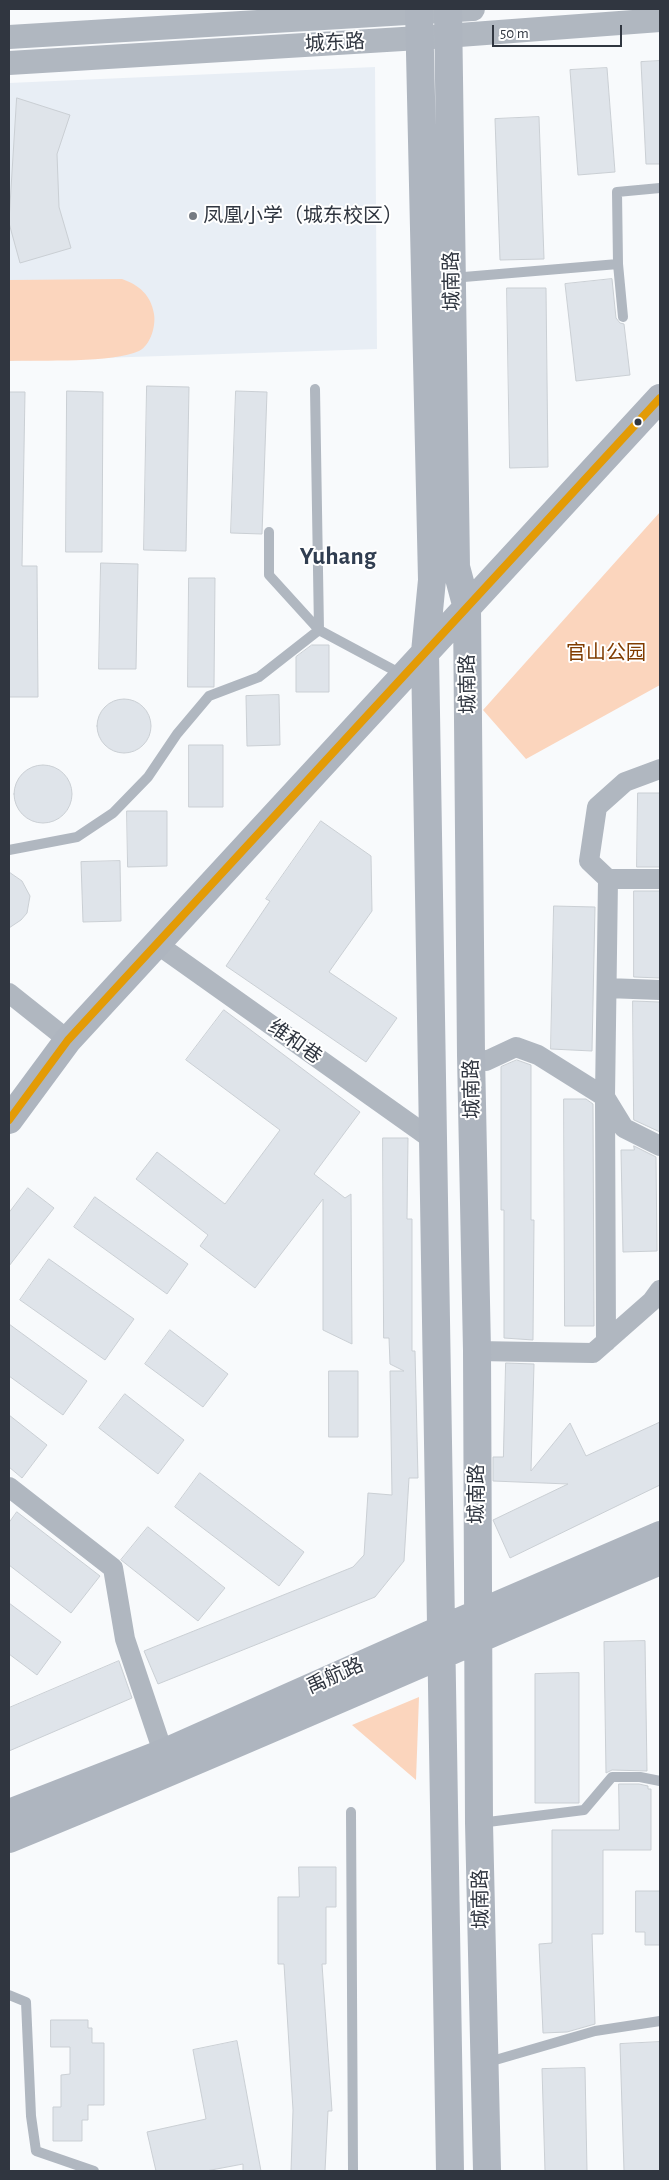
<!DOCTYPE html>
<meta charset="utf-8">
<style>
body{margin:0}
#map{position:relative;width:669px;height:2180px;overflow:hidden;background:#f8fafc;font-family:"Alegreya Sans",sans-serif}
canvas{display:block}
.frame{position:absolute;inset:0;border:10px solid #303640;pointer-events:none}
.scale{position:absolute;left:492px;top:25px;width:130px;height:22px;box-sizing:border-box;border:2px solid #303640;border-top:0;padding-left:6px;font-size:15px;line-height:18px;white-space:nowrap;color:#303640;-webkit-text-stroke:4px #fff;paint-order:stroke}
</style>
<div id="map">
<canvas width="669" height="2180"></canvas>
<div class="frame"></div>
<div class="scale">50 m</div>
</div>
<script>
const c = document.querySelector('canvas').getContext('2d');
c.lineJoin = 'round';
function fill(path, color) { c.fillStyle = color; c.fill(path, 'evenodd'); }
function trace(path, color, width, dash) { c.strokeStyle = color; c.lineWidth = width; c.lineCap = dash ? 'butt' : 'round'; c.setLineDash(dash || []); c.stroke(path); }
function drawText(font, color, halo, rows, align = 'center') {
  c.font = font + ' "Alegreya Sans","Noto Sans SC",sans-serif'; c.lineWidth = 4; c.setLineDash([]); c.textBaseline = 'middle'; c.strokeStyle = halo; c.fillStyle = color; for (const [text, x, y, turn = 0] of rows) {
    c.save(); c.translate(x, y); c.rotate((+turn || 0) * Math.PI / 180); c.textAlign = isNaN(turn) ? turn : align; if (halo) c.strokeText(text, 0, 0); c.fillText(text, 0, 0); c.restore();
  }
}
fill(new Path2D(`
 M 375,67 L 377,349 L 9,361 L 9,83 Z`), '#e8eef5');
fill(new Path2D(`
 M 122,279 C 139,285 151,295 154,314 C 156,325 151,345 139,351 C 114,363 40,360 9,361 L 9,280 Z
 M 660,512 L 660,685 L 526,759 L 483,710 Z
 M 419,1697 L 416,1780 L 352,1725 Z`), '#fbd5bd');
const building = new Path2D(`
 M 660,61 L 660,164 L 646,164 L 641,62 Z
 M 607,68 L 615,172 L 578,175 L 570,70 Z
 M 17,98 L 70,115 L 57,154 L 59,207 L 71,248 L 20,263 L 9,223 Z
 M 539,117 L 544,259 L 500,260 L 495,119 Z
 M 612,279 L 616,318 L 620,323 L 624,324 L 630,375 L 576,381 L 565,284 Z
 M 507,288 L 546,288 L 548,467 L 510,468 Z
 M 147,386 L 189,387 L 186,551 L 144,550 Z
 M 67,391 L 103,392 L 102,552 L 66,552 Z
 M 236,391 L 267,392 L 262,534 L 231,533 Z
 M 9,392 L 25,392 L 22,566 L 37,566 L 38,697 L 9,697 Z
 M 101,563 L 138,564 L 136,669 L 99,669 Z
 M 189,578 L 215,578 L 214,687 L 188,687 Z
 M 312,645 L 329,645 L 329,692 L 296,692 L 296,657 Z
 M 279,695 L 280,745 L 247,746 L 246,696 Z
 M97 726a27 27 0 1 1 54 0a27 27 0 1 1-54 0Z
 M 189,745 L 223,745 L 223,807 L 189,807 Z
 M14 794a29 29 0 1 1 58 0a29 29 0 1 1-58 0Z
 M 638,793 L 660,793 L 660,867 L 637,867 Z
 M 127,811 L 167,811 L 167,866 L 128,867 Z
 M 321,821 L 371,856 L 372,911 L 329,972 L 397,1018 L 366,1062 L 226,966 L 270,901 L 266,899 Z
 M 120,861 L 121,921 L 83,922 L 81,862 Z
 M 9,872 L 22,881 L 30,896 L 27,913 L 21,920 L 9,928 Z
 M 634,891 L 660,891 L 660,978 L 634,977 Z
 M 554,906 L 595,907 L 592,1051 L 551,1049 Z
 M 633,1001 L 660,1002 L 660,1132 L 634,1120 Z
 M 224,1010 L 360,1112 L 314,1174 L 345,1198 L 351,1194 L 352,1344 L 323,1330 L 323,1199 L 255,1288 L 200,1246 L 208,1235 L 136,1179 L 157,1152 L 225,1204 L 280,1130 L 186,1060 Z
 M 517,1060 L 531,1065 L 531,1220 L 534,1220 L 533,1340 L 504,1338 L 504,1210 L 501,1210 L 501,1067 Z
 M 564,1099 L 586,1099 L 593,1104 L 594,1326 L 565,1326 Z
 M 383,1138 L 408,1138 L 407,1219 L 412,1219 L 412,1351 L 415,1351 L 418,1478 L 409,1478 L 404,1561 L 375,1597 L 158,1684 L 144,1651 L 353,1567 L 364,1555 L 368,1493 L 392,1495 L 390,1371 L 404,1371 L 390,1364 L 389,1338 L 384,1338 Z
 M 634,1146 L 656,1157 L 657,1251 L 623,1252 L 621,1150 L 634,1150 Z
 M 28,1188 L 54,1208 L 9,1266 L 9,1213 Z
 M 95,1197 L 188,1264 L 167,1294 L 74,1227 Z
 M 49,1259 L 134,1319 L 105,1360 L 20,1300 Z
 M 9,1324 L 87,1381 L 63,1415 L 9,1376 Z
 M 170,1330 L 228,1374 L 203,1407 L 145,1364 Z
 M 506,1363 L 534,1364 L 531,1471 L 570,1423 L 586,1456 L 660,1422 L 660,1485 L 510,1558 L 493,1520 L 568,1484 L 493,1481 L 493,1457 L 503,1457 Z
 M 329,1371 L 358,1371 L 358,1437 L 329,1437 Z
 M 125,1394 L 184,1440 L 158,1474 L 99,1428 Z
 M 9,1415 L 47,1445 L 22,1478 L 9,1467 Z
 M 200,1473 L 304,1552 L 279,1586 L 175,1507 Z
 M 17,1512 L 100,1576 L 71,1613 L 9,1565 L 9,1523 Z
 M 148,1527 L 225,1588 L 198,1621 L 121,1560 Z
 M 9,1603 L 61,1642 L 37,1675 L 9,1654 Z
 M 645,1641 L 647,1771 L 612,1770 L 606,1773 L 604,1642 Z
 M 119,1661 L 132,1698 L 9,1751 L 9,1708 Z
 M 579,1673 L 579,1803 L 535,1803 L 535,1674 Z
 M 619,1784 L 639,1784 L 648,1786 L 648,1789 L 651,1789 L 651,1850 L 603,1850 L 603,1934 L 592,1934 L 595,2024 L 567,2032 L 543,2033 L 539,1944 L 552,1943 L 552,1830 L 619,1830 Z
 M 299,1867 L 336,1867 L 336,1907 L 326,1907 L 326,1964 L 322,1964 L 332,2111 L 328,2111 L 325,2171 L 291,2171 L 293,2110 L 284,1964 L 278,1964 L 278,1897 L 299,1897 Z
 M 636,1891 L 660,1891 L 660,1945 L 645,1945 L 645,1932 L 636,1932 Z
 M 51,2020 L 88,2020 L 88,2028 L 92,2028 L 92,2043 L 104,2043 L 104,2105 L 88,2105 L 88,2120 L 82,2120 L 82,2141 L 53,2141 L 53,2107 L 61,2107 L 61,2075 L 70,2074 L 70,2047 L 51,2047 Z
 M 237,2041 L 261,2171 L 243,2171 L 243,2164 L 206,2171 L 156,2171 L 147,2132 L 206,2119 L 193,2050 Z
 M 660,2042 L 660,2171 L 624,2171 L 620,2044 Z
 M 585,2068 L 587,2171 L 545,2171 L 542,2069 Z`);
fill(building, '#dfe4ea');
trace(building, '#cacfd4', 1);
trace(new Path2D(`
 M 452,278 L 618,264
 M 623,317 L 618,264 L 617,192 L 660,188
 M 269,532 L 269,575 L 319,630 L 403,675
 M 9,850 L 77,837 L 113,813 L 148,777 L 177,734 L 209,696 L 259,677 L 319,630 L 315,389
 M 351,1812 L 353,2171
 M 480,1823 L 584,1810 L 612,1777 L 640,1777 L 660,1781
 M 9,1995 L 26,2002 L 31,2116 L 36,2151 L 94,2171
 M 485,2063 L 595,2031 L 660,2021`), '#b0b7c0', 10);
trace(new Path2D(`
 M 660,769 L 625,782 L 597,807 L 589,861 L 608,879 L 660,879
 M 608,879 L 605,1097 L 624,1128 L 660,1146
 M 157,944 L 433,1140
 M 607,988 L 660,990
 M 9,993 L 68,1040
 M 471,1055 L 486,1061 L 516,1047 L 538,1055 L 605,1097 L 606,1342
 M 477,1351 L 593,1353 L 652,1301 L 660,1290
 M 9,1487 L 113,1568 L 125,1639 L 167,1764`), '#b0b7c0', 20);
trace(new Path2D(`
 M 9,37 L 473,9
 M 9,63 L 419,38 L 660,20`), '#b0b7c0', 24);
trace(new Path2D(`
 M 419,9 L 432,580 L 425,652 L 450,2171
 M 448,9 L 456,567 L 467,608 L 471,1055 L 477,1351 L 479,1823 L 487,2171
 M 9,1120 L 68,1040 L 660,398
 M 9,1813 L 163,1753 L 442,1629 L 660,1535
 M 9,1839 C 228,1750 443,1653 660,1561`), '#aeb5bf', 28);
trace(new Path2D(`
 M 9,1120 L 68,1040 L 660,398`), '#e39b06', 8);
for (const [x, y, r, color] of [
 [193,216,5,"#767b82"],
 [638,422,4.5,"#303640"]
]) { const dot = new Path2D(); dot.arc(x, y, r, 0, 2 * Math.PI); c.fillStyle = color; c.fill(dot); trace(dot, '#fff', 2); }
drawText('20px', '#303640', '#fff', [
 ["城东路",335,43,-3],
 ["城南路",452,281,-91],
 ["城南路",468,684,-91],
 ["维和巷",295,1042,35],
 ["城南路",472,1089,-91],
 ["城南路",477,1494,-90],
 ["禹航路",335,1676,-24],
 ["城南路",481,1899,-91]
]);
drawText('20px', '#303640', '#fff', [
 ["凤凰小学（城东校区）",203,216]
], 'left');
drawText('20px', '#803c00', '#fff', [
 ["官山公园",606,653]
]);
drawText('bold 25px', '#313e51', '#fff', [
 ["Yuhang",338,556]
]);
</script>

____

▶ [Task brief]:
Filter the material above down to the lines that hold the word "align".

▶ [Response area]:
function drawText(font, color, halo, rows, align = 'center') {
    c.save(); c.translate(x, y); c.rotate((+turn || 0) * Math.PI / 180); c.textAlign = isNaN(turn) ? turn : align; if (halo) c.strokeText(text, 0, 0); c.fillText(text, 0, 0); c.restore();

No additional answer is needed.